Article by David Evanier
Rabbi, tzaddik, shaman: there may be something of all of these in David Rothenberg, who was celebrated Feb. 24 at an “Evening With David” on the roof of the Castle, a beautiful five-story neo-Gothic structure in Harlem at 140th Street and Riverside Drive that is run as a halfway house by the Fortune Society for 60 former prison inmates.
The celebration marked the 50th year of Rothenberg’s founding of Fortune (which takes its name from Shakespeare’s Sonnet 29), a New York-city-based reentry organization that helps thousands of ex-cons navigate the welfare system and find housing and work. The group, based in Harlem and in Long Island City, offers computer tutoring, substance-abuse treatment, cooking classes, job-readiness preparation, remedial education, father- and motherhood programs, mental-health services, and employment. The formerly incarcerated make up about 70 percent of its staff.
Fortune also offers large doses of unconditional love, Rothenberg-style. Rothenberg, a youthful 83 in baggy Bermuda shorts and loose-fitting Hawaiian shirt, is gentle and scrappy with an iron will. I was told by an ex-con that “David loves every person he comes into contact with.” Elizabeth Taylor, his client when he was a theatrical press agent, said of him, “David can lift the chains from your soul.” He worked with Bette Davis, Edward Albee, Tennessee Williams, Joan Fontaine, John Gielgud, and Charles Laughton. He was also in the Army, a member of the New York-based City Human Relations Council appointed by Ed Koch, a gay-rights activist, and an observer in the yard at the Attica revolt in 1971 (he was invited by the inmates).
Rothenberg comes from a happy and normal Jewish childhood in Teaneck, New Jersey, where, he says, the most abusive words he ever heard from his family were “Finish your peas.” Walking down the hallways of the Castle or the huge Long Island office of Fortune and encountering scores of clients, he seems to channel the aunts and uncles of his hamishe family back in New Jersey. Greeting a shy young man with a painful family past who would even refuse to shake hands, he says, “Juan, anything less than a hug is not acceptable.” He gets a warm hug and what he considers even more significant, Juan’s “first smile.” Rothenberg is always looking for that “first smile.” New clients don’t know who he is and often ask, “How much time did that white dude do?”

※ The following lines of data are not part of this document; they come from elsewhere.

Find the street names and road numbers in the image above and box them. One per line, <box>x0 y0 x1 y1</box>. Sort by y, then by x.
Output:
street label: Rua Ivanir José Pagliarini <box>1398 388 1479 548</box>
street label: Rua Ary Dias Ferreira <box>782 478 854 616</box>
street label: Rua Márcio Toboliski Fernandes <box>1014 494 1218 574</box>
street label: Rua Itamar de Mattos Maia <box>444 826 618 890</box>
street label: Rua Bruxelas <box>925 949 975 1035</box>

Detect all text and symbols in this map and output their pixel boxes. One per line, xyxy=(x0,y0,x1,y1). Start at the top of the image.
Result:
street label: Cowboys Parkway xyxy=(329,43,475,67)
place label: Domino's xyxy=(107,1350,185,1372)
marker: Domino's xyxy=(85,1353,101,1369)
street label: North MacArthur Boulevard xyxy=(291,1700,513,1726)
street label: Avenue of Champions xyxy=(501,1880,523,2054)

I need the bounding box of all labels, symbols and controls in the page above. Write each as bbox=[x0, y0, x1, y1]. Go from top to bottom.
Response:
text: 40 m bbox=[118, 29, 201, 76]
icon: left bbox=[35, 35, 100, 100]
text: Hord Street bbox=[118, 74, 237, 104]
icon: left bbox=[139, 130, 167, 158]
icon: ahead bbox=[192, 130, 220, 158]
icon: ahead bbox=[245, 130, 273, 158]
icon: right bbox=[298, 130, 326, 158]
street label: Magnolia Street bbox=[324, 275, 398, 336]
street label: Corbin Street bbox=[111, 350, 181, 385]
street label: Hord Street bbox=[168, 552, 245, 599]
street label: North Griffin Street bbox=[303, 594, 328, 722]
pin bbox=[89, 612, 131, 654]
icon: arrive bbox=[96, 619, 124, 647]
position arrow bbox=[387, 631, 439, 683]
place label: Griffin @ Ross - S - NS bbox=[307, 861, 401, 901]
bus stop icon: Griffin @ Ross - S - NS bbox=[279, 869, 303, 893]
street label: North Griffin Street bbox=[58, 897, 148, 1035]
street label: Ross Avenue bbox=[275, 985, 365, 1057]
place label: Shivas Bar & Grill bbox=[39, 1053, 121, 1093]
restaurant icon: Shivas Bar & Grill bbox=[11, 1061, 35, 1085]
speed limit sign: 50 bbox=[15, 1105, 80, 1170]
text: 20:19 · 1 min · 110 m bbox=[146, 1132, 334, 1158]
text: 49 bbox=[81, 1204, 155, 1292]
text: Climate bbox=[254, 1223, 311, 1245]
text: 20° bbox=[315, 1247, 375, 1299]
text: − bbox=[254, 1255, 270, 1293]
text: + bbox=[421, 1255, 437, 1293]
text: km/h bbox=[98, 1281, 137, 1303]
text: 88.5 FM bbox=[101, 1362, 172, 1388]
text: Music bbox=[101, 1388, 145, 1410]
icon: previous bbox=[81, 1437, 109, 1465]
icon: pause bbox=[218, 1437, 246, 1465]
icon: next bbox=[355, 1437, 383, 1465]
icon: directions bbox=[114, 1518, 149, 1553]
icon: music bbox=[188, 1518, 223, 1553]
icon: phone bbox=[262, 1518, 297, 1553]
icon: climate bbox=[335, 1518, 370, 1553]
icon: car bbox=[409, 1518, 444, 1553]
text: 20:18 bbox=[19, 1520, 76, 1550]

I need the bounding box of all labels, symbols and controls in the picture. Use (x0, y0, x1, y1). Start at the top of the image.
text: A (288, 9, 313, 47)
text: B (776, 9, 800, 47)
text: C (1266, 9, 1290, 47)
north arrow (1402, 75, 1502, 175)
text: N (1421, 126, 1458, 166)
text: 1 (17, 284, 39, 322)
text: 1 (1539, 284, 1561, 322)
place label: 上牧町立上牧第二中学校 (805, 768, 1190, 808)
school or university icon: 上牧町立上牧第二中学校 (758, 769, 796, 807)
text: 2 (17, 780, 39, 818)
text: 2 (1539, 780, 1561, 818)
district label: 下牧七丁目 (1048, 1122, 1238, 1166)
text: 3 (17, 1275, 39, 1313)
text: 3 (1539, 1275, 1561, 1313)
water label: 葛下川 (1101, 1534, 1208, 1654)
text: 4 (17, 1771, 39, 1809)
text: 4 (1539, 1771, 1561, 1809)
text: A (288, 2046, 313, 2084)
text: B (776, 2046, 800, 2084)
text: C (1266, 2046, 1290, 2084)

On that February night, as stars peeked across the Hudson River, we waited for Rothenberg to speak, I looked around at the audience of middle-age and elderly progressives, some wealthy donors, others lifelong followers of Rothenberg who had listened to him for more than 40 years on his brilliant radio show, Any Saturday on WBAI. A Christian minister, in a wheelchair, and his wife told me the pair met 40 years earlier, united in their love of Rothenberg’s radio program, and married in Central Park. This was a WBAI audience if there ever was one—mainly Jewish, some black—curious, intelligent, full of unchanging hope about the human condition no matter how despairing things seemed. New York-based WBAI, if you’re a native New Yorker, is a survivor of the counterculture of the 1960s and sometimes a snake pit of anti-Israel invective and various hard-left panaceas and conspiracy theories. (I have heard one program host insist on identifying North Korea each time he names it as “The Democratic People’s Republic of North Korea.”) Rothenberg, who loves Israel, soars above all this, keeping the cause of criminal justice and prison reform at the center of every program.
I was curious as to what it was like to be Jewish and pro-Israel in this environment. His answer was remarkably akin to the answer Woody Allen gave me when I asked him a similar question while writing his biography. “My Jewishness is part of who I am,” Rothenberg replied. “It helps to define me. I can’t separate it from any other facet that defines me … being male, or a New Yorker. Being Jewish has shaped my social and political passions, my love of theater, film, and books, that humor that enriches me, and the recognition of unbridled bigotry and ignorance. “My love of Israel,” he continued, “is mostly gained from Israeli friends. I treasure its historic role and concept of democracy. I reserve the right to be critical of some of its political leadership, just as I recognize my right to dissent about some American political officials. None of this lessens my love and respect for either country. My right to disagree is a part of the strength of each nation.”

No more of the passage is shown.